Saved data entries:
++++

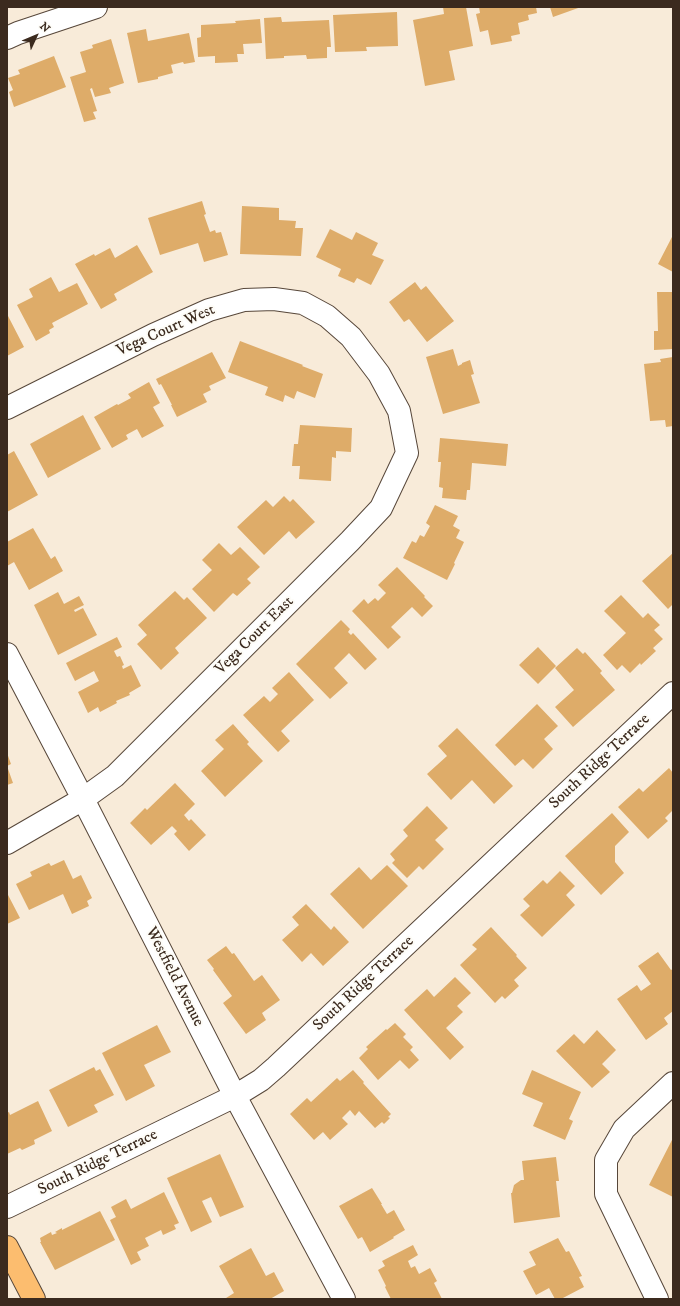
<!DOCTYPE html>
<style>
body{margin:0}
#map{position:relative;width:680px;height:1306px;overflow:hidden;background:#f8ebd9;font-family:"IM FELL DW Pica",serif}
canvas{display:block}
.frame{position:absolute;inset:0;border:8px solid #3b2a1e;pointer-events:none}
.north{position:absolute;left:16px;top:16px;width:40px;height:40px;-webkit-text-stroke:3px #fdfcf7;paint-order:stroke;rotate:46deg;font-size:11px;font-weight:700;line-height:16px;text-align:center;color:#3b2a1e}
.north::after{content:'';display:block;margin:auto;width:14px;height:18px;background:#3b2a1e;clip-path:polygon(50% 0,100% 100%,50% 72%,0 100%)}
</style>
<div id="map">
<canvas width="680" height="1306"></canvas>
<div class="frame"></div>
<div class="north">N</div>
</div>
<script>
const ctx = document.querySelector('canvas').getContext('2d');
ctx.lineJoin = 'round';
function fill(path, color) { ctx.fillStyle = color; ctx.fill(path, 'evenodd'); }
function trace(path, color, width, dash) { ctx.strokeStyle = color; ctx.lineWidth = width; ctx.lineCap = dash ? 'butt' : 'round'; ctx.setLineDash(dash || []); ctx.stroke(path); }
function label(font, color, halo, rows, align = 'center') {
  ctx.font = font + ' "IM FELL DW Pica",serif'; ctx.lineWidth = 4; ctx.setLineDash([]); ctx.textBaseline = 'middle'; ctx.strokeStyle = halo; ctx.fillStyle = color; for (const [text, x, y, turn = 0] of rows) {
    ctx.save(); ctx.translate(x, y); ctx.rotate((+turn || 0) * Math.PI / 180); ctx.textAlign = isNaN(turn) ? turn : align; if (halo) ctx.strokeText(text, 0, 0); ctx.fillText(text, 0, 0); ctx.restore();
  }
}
fill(new Path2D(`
 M443,7H466L473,46L449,51L455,80L425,86L413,20L444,14Z
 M479,7H536L537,13L528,15L529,20L518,23L520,34L511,36L512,41L491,45L488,30L480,32L476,14L480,13Z
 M550,7H581L553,17Z
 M397,12L398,46L366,47L367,51L335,52L333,15Z
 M281,17L282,22L329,20L331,47H327V58L307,59L306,55L284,56V58L266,59L264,18Z
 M260,19L262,43L243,44L244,54H237L238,62L215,63V56L198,57L197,38L201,37V25L236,23L235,21Z
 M146,29L148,41L189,33L195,62L184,64L183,62L171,65L173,73L158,77V79L138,83L127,33Z
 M111,39L124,83L109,88L111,93L95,97L92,88L90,89L97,111L93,112L96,119L84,122L70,77L86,72L80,52L93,48L92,45Z
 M54,56L66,87L14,107L9,92L13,90L8,78L20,74L18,70Z
 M202,201L206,214L204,215L210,232L215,230L216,233L221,232L228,255L204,262L198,243L160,255L148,218Z
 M242,206L279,208V220L296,221L295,228H303L301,256L240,254Z
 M330,229L352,240L356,232L378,243L372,255L384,260L371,285L357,278L354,283L338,276L341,269L316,257Z
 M673,235V272L658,264Z
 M137,245L153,272L114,294L117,300L101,309L75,264L94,254L95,256L110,248L115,258Z
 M51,277L59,292L77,283L88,304L52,323L54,327L49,330L50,333L36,341L17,305L33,297L29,289Z
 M415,282L421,290L426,286L454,321L427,342L409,319L404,322L389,302Z
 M657,292H673V349L654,350V331H658Z
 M7,314L24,347L7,356Z
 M240,341L303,365L302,366L323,374L315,398L297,391L294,399L285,395L283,402L265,395L268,387L228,372Z
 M453,349L458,366L462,364V363L470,360L474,374L471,375L480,403L443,414L426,357Z
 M212,352L226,378L209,386L211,390L203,394L207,402L177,417L171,405H172L161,384L159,385L156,379Z
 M673,357V426L666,427L665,420L650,421L644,364L661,362L660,359Z
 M149,382L160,403L153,407L164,426L142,438L137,429L126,435L128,439L112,448L94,417L117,404L118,405L131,398L128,394Z
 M83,415L101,449L48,478L30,444Z
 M300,425L352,428L351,452L336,451V458L332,457L331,481L299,479L300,466H292L294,444H298Z
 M440,438L508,444L506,466L472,463L470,490H467L466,500L442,498L443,488L439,487L441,462H438Z
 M14,451L38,495L7,512V455Z
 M284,496L290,502L293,499L315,522L296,539L289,531L264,555L237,527L266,500L273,507Z
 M435,505L458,516L453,526L460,530L456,538L464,542L454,563L455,564L447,580L403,558L412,541L416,543L420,535L424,537L430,526L426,523Z
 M33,528L51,559L55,556L63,571L29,590L14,562L7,566V542Z
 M219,543L231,555L240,547L260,567L247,579L251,583L237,596L233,593L214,612L192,589L212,570L202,560Z
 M673,553V604L668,609L642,581Z
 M397,567L425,596L424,597L433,606L422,617L412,607L391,627L401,637L388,649L352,611L364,599L368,604L375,598L378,601L386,593L378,585Z
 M175,591L184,600L187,597L207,618L175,648L179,653L161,670L137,644L147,635L138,625Z
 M58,592L64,604L79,596L84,605L74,610L75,612L83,608L97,635L58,655L34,605Z
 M621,595L643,618L648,613L660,625L654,630L663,639L653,648L656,651L641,665L640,663L630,673L622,665L617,670L603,655L626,633L604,611Z
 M341,620L350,629L348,632L351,635L353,633L377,659L365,670L349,653L334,668L348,683L330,699L296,664Z
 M117,637L122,647L114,651L117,657L120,656L124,665L122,666L123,669L131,665L141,686L129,693L130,695L116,701L117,703L100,712L98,707L88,713L78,692L99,681L94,671L75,681L66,663Z
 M538,647L556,666L538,684L519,665Z
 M577,648L583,654L585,652L602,671L600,673L615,690L573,727L555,707L574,690L555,668Z
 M289,672L314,700L281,731L290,741L278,752L243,715L264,696L270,702L278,694L272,688Z
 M537,704L558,726L544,739L553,749L533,769L523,759L515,766L495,745Z
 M233,724L249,742L247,744L263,761L225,797L201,771L224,749L215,740Z
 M457,728L513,786L494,804L472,780L451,800L427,774L447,756L438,746Z
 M7,753L11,764L7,766L13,783L7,785Z
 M669,768L673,773V810L665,818L668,821L648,839L618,807L639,788L643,792Z
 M175,783L195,804L184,815L189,821L191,819L206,835L189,851L174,834L177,831L172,826L151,845L130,823L145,808L147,810Z
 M427,806L448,828L435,840L444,849L423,870L419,866L407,878L392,863L395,860L390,854L408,836L403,830Z
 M612,813L629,832L615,846V862L624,873L601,895L565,856Z
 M64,860L73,879L81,875L92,898L87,901L89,906L72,914L63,894L29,910L16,884L32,876L30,872L49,863L51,866Z
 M387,865L408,886L363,929L330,894L359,867L371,880Z
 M560,871L575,886L566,895L575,905L542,937L520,915L530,906L523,899L543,880L547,884Z
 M7,893L20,918L7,924Z
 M306,904L331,930L334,926L349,942L323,966L311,953L302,962L282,940L299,925L292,917Z
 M491,927L517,955L516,956L527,968L514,980L519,986L505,999L502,996L495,1003L460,965L477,949L472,945Z
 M226,946L232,954L234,953L254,981L262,975L280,1000L262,1013L266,1020L246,1034L223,1003L232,996L213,970L214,969L207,960Z
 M658,952L671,970L673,969V1011L664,1018L668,1024L646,1040L617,999L637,985L641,991L651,984L638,966Z
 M455,977L471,993L457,1006L463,1012L446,1028L464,1047L450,1060L404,1010L427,989L434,997Z
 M395,1023L406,1034L403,1037L413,1047L410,1050L419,1060L409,1069L400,1060L378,1080L359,1058L368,1049L366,1047L386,1029L387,1030Z
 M157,1025L171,1052L144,1065L155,1086L126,1101L102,1053Z
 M597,1030L616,1050L602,1064L610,1072L592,1088L556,1051L574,1034L584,1044Z
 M94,1067L96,1071L100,1069L114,1095L94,1105L98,1112L68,1127L49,1090Z
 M353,1070L364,1082L363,1083L391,1114L388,1117L390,1118L384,1124L382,1122L375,1128L359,1111L355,1116L350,1110L342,1118L348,1124L330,1140L323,1132L314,1140L290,1114L307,1098L311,1102L337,1078L340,1081Z
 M532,1070L581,1092L569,1119L573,1121L565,1140L533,1126L543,1103L522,1094Z
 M38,1101L52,1131L34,1140L35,1144L22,1150L20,1148L7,1154V1113L9,1112L10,1115Z
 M673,1138V1197L649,1185Z
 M220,1154L244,1207L220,1217L211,1197L202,1201L212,1222L191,1232L167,1178Z
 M556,1157L559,1181H556L560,1217L514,1223L511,1193H512L514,1185L521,1180H524L522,1161Z
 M372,1188L382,1204H381L387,1214L394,1210L405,1230L393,1237L394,1238L370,1252L362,1237L358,1239L339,1206Z
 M164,1192L179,1223L174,1225L176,1229L163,1235L161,1230L145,1238L149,1246L137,1252L141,1260L131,1265L110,1220L116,1217L111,1207L126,1199L131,1209Z
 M100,1211L115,1240L55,1270L40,1242H41L40,1238L51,1232L52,1235L57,1233L55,1232L62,1228V1230Z
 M558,1238L566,1252L569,1251L582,1276L579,1277L584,1287L561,1299H555L549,1288L536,1295L523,1271L536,1265L529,1252Z
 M413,1245L418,1255L408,1261L411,1268L415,1266L419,1274L430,1268L437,1281L434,1283L442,1299H391L385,1287L386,1286L378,1270L385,1266L382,1261Z
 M251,1248L266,1276L274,1272L284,1291L270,1299H227L226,1298L234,1293L219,1266Z`), '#deac69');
const minor = new Path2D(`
 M7,38L18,33L96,7
 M7,408L153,335L209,310L244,300L274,299L303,303L327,316L351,337L379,374L399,411L407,453L381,508L350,541L115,776L83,799L7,843
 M7,654L83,799L235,1096L344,1299
 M7,1207L235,1096L261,1080L276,1067L673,693
 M657,1299L606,1194V1160L624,1129L673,1083`);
const major = new Path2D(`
 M7,1247L34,1299`);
trace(minor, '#57473a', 24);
trace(major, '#57473a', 24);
trace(minor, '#fff', 22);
trace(major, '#fcbd6f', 22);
label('16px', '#3b2a1e', '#fdfcf7', [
 ["Vega Court West",166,331,-24],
 ["Vega Court East",255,636,-45],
 ["South Ridge Terrace",600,762,-43],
 ["Westfield Avenue",174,977,63],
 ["South Ridge Terrace",364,984,-43],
 ["South Ridge Terrace",98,1163,-26]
]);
</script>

++++

WORK ORDER
Show a copy of each line from the records above in which the string "setLineDash" occurs.

OUTPUT
function trace(path, color, width, dash) { ctx.strokeStyle = color; ctx.lineWidth = width; ctx.lineCap = dash ? 'butt' : 'round'; ctx.setLineDash(dash || []); ctx.stroke(path); }
  ctx.font = font + ' "IM FELL DW Pica",serif'; ctx.lineWidth = 4; ctx.setLineDash([]); ctx.textBaseline = 'middle'; ctx.strokeStyle = halo; ctx.fillStyle = color; for (const [text, x, y, turn = 0] of rows) {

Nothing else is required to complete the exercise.